A lot has happened since I started this blog back in 2011. It was just about this time of year, and it was this post (Prepping for NaNoWriMo 2011) that launched it all. It seems that every 2-3 years is the magic number for me because I’m gearing up for a third NaNoWriMo this year.
Let me catch you up on my writing life before and after NaNo 2011. I “won” NaNoWriMo in 2009 with 51,000+ words and promptly threw the virtual manuscript in a virtual drawer. Then in 2011, I tried again with a historical fiction novel. I still love that novel’s concept, but it was a slog to make it to 8,589 words that year. Needless to say, the novel was abandoned and lies like Frankenstein hoping one day to be shocked back to life. In 2013, I began reworking the 2009 NaNo project–this time with first-person narration. Let’s call this project, Project A. The new point of view really worked for me, and I pitched the first page at a writers’ conference page reading session. What happened? The agent was enthusiastic about my writing and asked for 50 pages at our private pitch session the next day. She also asked about any other projects I had in the works. I pitched another idea off the top of my head. Let’s call that Project B. The agent gave me her card and asked for 50 pages of Project B, also.

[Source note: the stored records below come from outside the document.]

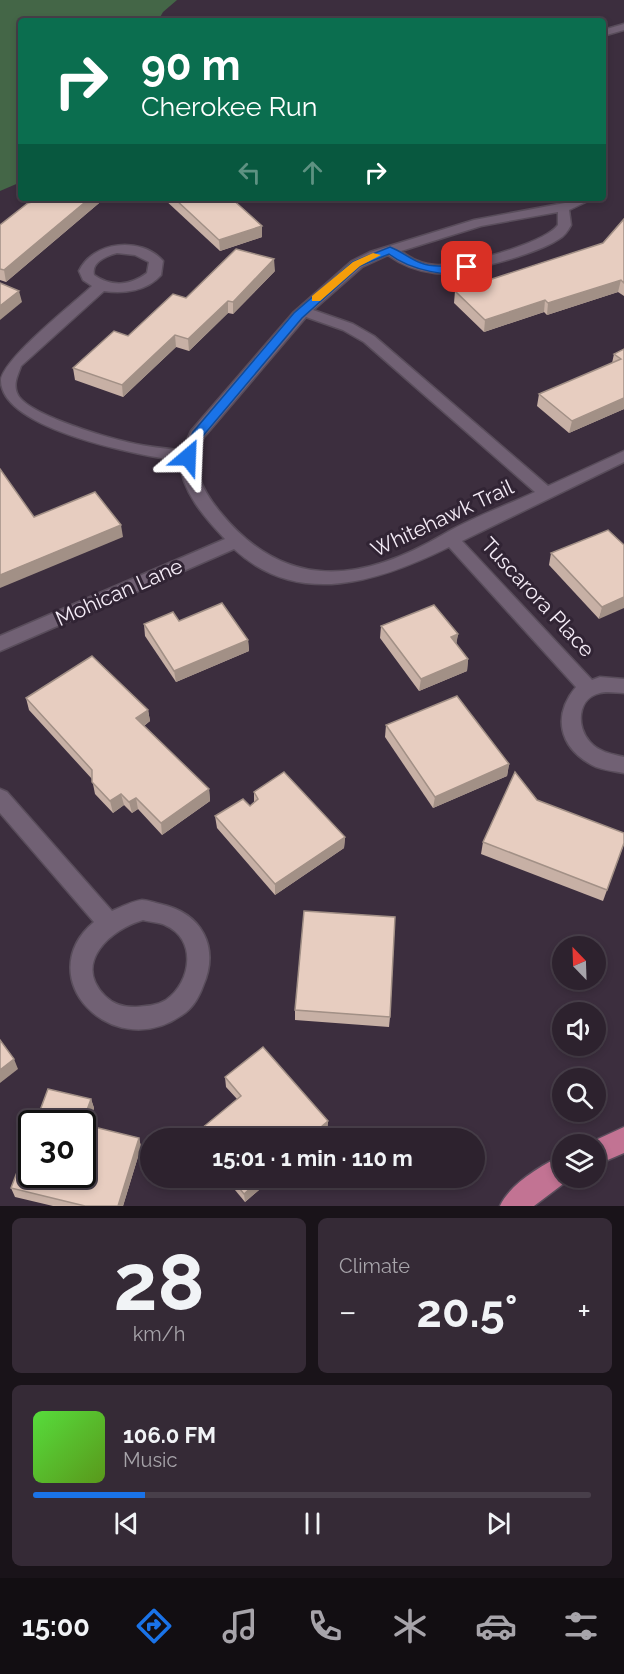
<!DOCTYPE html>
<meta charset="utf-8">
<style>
:root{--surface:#2d222e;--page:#352a36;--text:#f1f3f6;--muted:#a7a4aa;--line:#483f4a;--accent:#1a73e8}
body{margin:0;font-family:Raleway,sans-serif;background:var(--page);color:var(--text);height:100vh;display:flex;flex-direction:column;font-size:22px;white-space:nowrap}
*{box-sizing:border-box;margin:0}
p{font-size:20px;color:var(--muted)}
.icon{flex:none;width:33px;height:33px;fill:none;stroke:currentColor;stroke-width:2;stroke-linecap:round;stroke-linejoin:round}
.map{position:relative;height:1206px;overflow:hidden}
.sheet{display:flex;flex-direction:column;gap:12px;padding:12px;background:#191319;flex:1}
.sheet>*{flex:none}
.banner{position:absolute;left:18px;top:18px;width:588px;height:183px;border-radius:6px;box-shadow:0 3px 9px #0003,0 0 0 2px var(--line);background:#0b6e4f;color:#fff;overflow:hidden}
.needle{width:39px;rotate:337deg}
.tools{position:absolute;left:552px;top:936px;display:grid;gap:12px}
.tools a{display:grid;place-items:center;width:54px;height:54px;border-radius:50%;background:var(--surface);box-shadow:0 3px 9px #0003,0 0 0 2px var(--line);font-size:30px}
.speed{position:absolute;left:18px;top:1110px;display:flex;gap:12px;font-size:30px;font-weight:700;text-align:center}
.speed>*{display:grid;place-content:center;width:78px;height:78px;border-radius:50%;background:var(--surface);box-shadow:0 3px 9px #0003,0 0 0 2px var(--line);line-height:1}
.speed .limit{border:3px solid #111;border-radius:9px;background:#fff;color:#111}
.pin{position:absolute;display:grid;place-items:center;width:51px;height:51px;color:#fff;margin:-26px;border-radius:12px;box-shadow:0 3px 9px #0006}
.me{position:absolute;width:66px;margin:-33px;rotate:26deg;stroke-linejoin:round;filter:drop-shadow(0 0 4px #0008)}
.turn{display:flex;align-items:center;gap:21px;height:126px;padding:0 24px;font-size:27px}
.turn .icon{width:78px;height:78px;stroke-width:2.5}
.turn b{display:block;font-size:42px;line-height:51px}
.lanes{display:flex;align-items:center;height:57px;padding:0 24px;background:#0003;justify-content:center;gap:30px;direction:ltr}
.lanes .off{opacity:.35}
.big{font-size:45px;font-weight:700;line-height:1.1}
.sheet .widget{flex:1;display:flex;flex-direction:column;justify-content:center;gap:9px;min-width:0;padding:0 21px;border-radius:9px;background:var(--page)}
.sheet .dial{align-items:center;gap:0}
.dial b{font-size:78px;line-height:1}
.song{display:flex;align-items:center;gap:18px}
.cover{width:72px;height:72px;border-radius:9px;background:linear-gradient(135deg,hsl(110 70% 55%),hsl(90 70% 35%))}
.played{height:6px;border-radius:3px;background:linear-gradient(90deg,var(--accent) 20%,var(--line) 20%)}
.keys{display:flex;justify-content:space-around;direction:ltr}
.heat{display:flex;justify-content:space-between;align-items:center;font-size:33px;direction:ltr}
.sheet .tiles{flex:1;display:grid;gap:12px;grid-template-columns:1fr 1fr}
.widget:last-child{grid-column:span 2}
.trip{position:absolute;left:140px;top:1128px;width:345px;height:60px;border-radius:30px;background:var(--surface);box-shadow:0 3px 9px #0003,0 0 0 2px var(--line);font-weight:700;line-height:60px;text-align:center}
.menu{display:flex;height:96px;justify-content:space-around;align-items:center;background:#120e12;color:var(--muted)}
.menu .icon{width:42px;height:42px}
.menu .on{color:var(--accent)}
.menu b{font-size:27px;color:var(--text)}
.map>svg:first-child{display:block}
</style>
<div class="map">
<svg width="624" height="1206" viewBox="0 0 624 1206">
<rect width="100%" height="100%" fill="#3c2e3e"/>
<polygon fill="#446647" points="0,0 177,0 163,12 158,21 21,21 21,182 0,191"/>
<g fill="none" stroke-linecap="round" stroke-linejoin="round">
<defs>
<g id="minor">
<polygon points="624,24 624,30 603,36 603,30"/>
<path d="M578 198H594L569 210 571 225C568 231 564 236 559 239 537 254 461 275 435 273 417 271 403 266 388 255L362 267 313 310 353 324 374 336 548 486 624 451V462L462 541 592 680 600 677 624 679V693C617 693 607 691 600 693 577 698 576 727 590 742 599 752 611 754 624 757V773C614 771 601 770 592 765 559 747 552 716 576 687L449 547C380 581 299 609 234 549L0 651V636L225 539C205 518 181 491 180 461 144 456 0 430 1 380 4 358 73 304 92 286L83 280 79 271C93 241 141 236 163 261L161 275C147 291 124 294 104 291L21 366C18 375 13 383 17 393 24 414 108 438 131 443 147 447 165 448 182 451L191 431 293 313 352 261 370 252 474 220 570 202ZM558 212V225C544 244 459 267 435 265 422 264 411 259 401 251L481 226ZM117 253 135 255 149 262 147 273C130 286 111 287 94 275 91 262 106 256 117 253ZM306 317 343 330 364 342 535 492C505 506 471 518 444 534 361 583 285 592 220 512 201 489 189 466 204 437Z"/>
<path d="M0 789 7 792 112 911C121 907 133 901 142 900 148 900 155 903 160 904 202 913 220 947 203 986 199 997 192 1009 182 1015 112 1064 29 977 94 922L0 813ZM143 920C150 922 159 922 165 925 198 939 191 983 166 1000 156 1006 146 1006 135 1007 124 1007 114 1005 105 996 72 963 111 929 143 920Z"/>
</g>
<g id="major">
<polygon points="624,1127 624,1153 596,1165 596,1144 587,1144"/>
<path d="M562 1156V1178H571L534 1206H500C509 1185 541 1165 562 1156Z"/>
</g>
</defs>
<use href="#minor" stroke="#594d5b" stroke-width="3"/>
<use href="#major" stroke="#594d5b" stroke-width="3"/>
<use href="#minor" fill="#716174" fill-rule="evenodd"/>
<use href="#major" fill="#c27393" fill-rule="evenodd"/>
</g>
<g fill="#c7b0a5">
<polygon points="47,198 105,198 6,282 0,280 0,225"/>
<polygon points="163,198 231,198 262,237 220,251"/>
<polygon points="624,219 624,296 618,292 547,315 544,312 484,332 454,303 455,291 603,243"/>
<polygon points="275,271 233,314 228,313 189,351 176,347 123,397 75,380 73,368 128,336 186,298"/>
<polygon points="624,349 624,409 569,433 537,406 539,394 612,363 614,354"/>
<polygon points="624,545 599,619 549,565 551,553"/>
<polygon points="179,621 248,640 249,651 176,682 145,636 144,624"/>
<polygon points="381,626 458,634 456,644 468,659 467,671 419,691 380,638"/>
<polygon points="26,698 148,710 150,721 144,726 209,789 210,801 162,835 138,809 132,813 124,805 113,813 95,794 92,779 29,710"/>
<polygon points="386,725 509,764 507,776 433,808 385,737"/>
<polygon points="254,792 345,837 344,848 275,895 217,828 215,816 250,806 254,802"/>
<polygon points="537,800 624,844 603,901 481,854 483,842"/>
<polygon points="295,1010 390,1017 389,1027 295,1020"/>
<polygon points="225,1077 328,1121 327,1131 318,1138 197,1138 196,1133 237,1099 226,1087"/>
<polygon points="91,1099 94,1108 88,1126 139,1138 141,1147 123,1206 53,1206 15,1197 11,1188 82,1124"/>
<polygon points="225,1178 273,1178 245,1202"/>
</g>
<g fill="#a29086">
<polygon points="90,198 105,198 6,282 4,270"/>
<polygon points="262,226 262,237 220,251 219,240"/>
<polygon points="274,259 275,271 233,314 233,302"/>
<polygon points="621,280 618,292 547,315 548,303"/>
<polygon points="19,291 22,302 0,320 0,306"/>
<polygon points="545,300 544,312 484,332 485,320"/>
<polygon points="228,301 228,313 189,351 188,339"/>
<polygon points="175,335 176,347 123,397 122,385"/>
<polygon points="624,398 624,409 569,433 572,421"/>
<polygon points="121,525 123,537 0,588 0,575"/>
<polygon points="624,597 624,608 599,619 602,607"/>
<polygon points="458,634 456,646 451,637"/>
<polygon points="248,640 249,651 176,682 174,671"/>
<polygon points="468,659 467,671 419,691 421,679"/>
<polygon points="148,710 150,721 138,730 136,718"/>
<polygon points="509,764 507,776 433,808 435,797"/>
<polygon points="209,789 210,801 162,835 161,823"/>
<polygon points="121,794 124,805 113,813 110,801"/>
<polygon points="136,798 138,809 132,813 129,802"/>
<polygon points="345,837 344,848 275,895 275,884"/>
<polygon points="14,1059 18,1069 0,1083 0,1070"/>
<polygon points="91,1099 94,1108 85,1133 82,1124"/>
<polygon points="328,1121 327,1131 318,1138 308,1138"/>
<polygon points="139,1138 141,1147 123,1206 118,1206"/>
<polygon points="262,1178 273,1178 245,1202 244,1194"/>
</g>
<g fill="#e7cdc0" stroke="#a29086" stroke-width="1.5">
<polygon points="47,198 90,198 4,270 0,269 0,225 28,203"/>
<polygon points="174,198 231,198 262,226 219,240"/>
<polygon points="624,219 624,283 621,280 548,303 545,300 485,320 455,291 603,243"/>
<polygon points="236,249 274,259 233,302 228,301 188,339 175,335 122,385 73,368 114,331 128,336 173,294 186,298"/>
<polygon points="0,283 19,291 0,306"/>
<polygon points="624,349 624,398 572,421 539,394 621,359 614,354"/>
<polygon points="0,469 34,517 95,492 121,525 0,575"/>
<polygon points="608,530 624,545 624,597 602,607 551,553"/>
<polygon points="222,603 248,640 174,671 144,624 173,612 179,621"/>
<polygon points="434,605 458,634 451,637 468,659 421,679 381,626"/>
<polygon points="92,656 148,710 136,718 209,789 161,823 136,798 129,802 121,794 110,801 92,782 92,770 26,698"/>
<polygon points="457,696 509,764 435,797 386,725"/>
<polygon points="284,772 345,837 275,884 215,816 243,799 250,806 258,799 254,792"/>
<polygon points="515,772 537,800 624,833 624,843 607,890 483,842"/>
<polygon points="304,911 395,917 390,1017 295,1010"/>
<polygon points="0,1040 14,1059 0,1070"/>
<polygon points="263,1047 328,1121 308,1138 200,1138 196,1133 241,1096 225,1077"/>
<polygon points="48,1089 91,1099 82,1124 35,1124"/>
<polygon points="82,1124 139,1138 118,1206 85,1206 11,1188 32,1133 32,1174 82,1174"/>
<polygon points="231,1178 262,1178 244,1194"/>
</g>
<path fill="#1a73e8" stroke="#114b97" stroke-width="1.5" d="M390 247C408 254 416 266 439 266 450 266 464 261 472 267 453 282 407 268 389 254L360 266 302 318 203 436 193 460H184L182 457 193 432 294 313 353 262Z"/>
<polygon fill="#f59e0b" points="373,253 381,255 360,266 320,301 312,301 312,296 353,262"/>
<g text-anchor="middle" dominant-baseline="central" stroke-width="6" stroke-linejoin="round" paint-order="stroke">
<g font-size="21" fill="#f4ebf6" stroke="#312434">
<text transform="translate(442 518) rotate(-25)">Whitehawk Trail</text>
<text transform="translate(119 592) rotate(-24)">Mohican Lane</text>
<text transform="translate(538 597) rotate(47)">Tuscarora Place</text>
</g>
</g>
</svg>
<div class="tools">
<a><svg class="needle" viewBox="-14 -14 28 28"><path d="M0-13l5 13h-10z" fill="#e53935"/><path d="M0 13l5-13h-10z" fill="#a7a4aa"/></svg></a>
<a><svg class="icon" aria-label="sound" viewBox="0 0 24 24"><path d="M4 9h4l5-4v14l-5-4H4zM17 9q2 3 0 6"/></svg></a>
<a><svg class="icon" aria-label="search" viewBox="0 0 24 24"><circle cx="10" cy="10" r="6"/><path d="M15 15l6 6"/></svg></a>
<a><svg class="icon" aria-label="layers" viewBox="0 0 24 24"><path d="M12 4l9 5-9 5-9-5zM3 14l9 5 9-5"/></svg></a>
</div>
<div class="speed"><div class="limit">30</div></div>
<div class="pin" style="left:467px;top:267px;background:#d93025"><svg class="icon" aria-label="arrive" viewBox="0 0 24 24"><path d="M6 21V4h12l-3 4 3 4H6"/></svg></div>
<svg class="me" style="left:188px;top:457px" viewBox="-20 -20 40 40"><path d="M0-17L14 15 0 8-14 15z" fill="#1a73e8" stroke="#fff" stroke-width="4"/></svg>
<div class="trip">15:01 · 1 min · 110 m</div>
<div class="banner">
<div class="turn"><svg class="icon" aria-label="right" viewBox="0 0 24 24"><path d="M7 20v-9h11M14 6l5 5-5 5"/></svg><div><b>90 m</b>Cherokee Run</div></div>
<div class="lanes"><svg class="icon off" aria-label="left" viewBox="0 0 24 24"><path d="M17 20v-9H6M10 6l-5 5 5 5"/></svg><svg class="icon off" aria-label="ahead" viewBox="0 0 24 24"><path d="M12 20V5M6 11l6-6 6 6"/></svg><svg class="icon" aria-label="right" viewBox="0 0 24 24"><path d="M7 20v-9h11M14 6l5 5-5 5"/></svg></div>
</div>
</div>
<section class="sheet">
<div class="tiles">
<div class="widget dial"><b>28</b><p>km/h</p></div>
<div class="widget"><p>Climate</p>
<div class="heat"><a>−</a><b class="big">20.5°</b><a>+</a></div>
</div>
<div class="widget">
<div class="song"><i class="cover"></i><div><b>106.0 FM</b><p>Music</p></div></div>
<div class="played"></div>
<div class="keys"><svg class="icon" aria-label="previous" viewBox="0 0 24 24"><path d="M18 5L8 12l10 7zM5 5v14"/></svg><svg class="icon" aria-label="pause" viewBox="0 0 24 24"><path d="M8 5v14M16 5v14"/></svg><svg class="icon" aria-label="next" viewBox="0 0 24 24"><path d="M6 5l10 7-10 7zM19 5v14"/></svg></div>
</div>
</div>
</section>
<nav class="menu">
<b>15:00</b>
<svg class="icon on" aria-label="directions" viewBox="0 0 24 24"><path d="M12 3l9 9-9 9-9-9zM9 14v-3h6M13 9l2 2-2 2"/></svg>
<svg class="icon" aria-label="music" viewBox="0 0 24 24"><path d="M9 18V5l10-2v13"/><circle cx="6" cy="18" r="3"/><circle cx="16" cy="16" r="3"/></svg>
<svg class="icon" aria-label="phone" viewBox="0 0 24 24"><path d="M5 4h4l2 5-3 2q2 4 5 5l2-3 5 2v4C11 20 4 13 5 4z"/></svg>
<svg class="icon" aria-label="climate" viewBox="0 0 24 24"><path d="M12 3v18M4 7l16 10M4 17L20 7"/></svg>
<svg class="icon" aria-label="car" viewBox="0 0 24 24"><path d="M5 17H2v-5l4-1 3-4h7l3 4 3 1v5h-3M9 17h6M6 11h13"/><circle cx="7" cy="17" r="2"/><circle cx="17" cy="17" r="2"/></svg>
<svg class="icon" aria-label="filters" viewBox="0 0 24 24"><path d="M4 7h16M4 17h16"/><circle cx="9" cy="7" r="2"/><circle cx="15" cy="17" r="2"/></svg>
</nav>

Here is the problem… the hide-my-face-in-the-sand problem that I am almost too embarrassed to admit. Although Project A was going well, prior to pitching I had only rewritten approximately 25 pages of the book. Project B was an idea… in my head! No words on paper, no character names. Nothing more than an idea. But I pitched it anyway. Don’t ask for what you can’t handle.
If I’m being perfectly honest, I couldn’t handle the pressure. What was I thinking? I came home from the conference and frantically worked to rewrite 50 pages of Project A while frantically working to create 50 pages of Project B and an entire synopsis for this book. What happened? I never sent either to the agent. Chalk it up to putting the cart before the horse and a hard lesson learned. I still have the agent’s card sitting in my office as a reminder to NEVER PITCH A PROJECT THAT ISN’T FINISHED.
There it is–my dirty little secret I’ve been stewing about for quite some time. Meanwhile, fiction writing went on hold (yet again) as I took on even more writing projects for work, and I took on even more volunteer opportunities at my boys’ school. I did have one more foray into the fiction world in the fall of 2013. After the impromptu pitch, Project B, although it wasn’t close to finished, took flight in my head. I wrote almost 100 pages, polished up the first 10 pages, and submitted them to a writing contest last fall. Although I didn’t win the contest, I did have some very helpful comments back from the judges. I was pleased with the new experience (submitting to a contest) and lots of great advice from the judging responses. Another notch carved in my fiction writing bedpost.
Then out of the blue in April, I got an email from one the contest organizers. I will quote the email correspondences below because although they may not seem like much to most people, these are the emails that keep me going when I think about throwing in the fiction towel.
Below is a message I wanted to pass along from one of your contest judges.”
The Message from the contest judge:
“I judged this submission, and would love to talk to the author about his or her work a little more. It’s a story that stuck with me. If he/she is open to that, can you pass on my information and have the writer email me?” [NOTE: She says his or her because the contest is blind judged so she didn’t know anything about me except the name of my manuscript.]
Am I open to that? Heck yeah! I did a little research and discovered that the judge is a published author whose name I actually knew. So, I emailed her. She was really nice and very encouraging. Here’s a snippet of her note:
“I mostly just wanted to say that I looked for your manuscript on the winners’ list and hoped you’d place in the contest. Contests are so subjective and I know I felt crushed after a few, so I just wanted to tell you that your voice and writing were strong and that I like to think I know a little something about the biz. Is your manuscript complete? And have you started querying it? I wish you the best with it and any other writing you do! :)”
Let’s put this in perspective. I am fully aware that agents ask for sample pages more frequently at writers’ conferences than they do from the unsolicited slush pile. Even though I was dancing a jig when the agent asked for pages from two projects, I know that this isn’t an uncommon occurrence. I am also aware that nice words and compliments from one judge do not get a manuscript finished, let alone published. (No, it’s still not finished!) HOWEVER, it’s the little things that keep you going when you are new to fiction writing. So, these little things are what keep me going. Thus the reason that I am using NaNoWriMo 2014 as an excuse to take the plunge back into fiction. During the hiatus, the characters and stories haven’t stopped pestering me, I just did a better job of keeping them locked in my brain. November is the time to let them out again and FINALLY FINISH A DARN BOOK.